## REQUIRED WORK
Please retype all of the records below word for word, leaving out any pictures.

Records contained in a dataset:
*-*-*

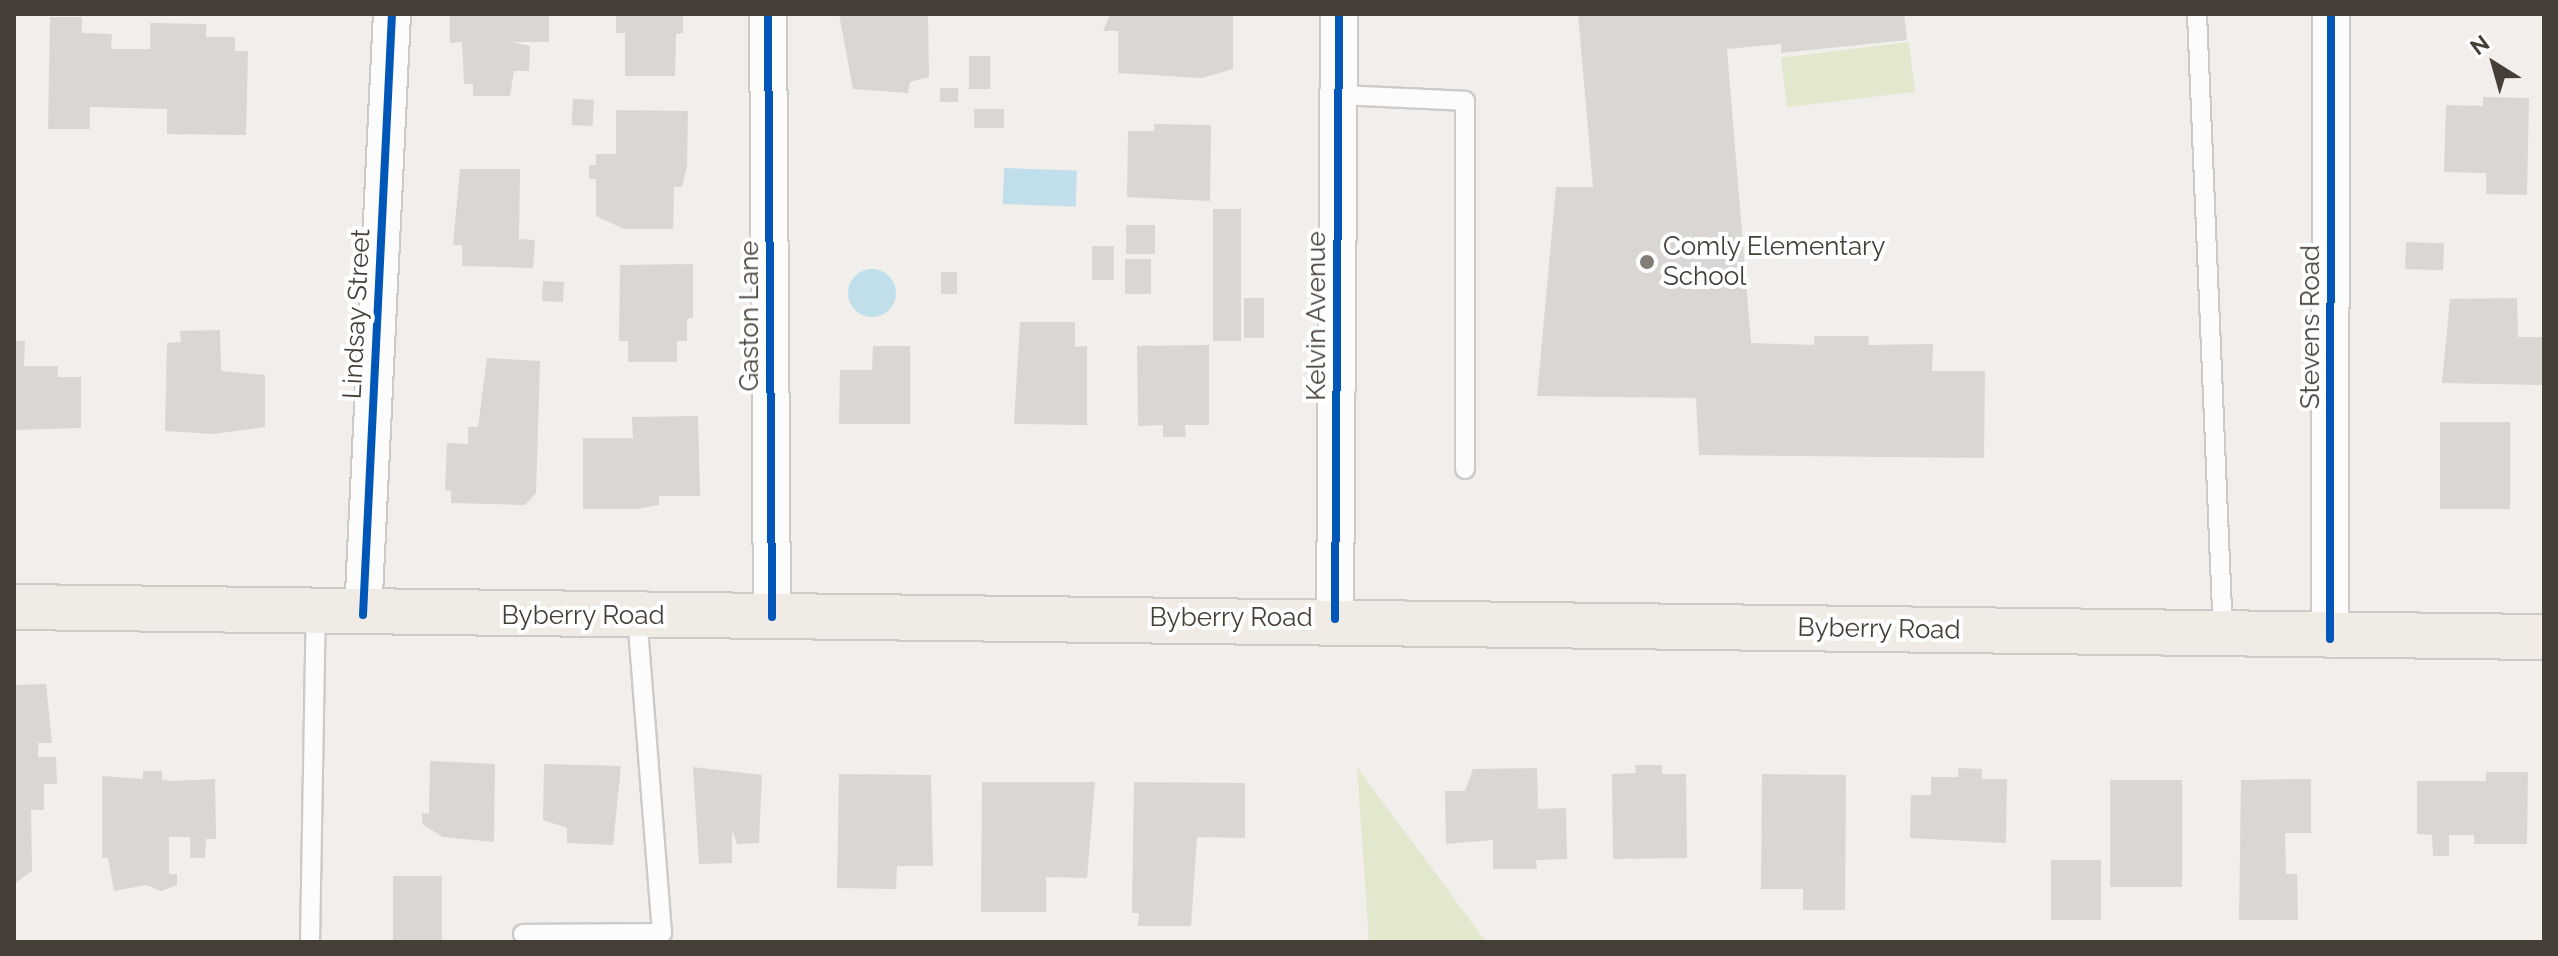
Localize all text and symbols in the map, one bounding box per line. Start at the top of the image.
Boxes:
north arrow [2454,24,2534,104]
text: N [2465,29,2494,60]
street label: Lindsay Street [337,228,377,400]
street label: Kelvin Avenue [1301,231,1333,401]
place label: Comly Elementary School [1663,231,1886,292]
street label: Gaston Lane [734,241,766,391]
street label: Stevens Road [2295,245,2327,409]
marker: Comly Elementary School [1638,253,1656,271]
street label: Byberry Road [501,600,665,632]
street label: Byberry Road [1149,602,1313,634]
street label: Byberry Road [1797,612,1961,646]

*-*-*

## SOLVED EXERCISE
Localize all text and symbols in the map, one bounding box per line. Start at the top of the image.
Boxes:
north arrow [2454,24,2534,104]
text: N [2465,29,2494,60]
street label: Lindsay Street [337,228,377,400]
street label: Kelvin Avenue [1301,231,1333,401]
place label: Comly Elementary School [1663,231,1886,292]
street label: Gaston Lane [734,241,766,391]
street label: Stevens Road [2295,245,2327,409]
marker: Comly Elementary School [1638,253,1656,271]
street label: Byberry Road [501,600,665,632]
street label: Byberry Road [1149,602,1313,634]
street label: Byberry Road [1797,612,1961,646]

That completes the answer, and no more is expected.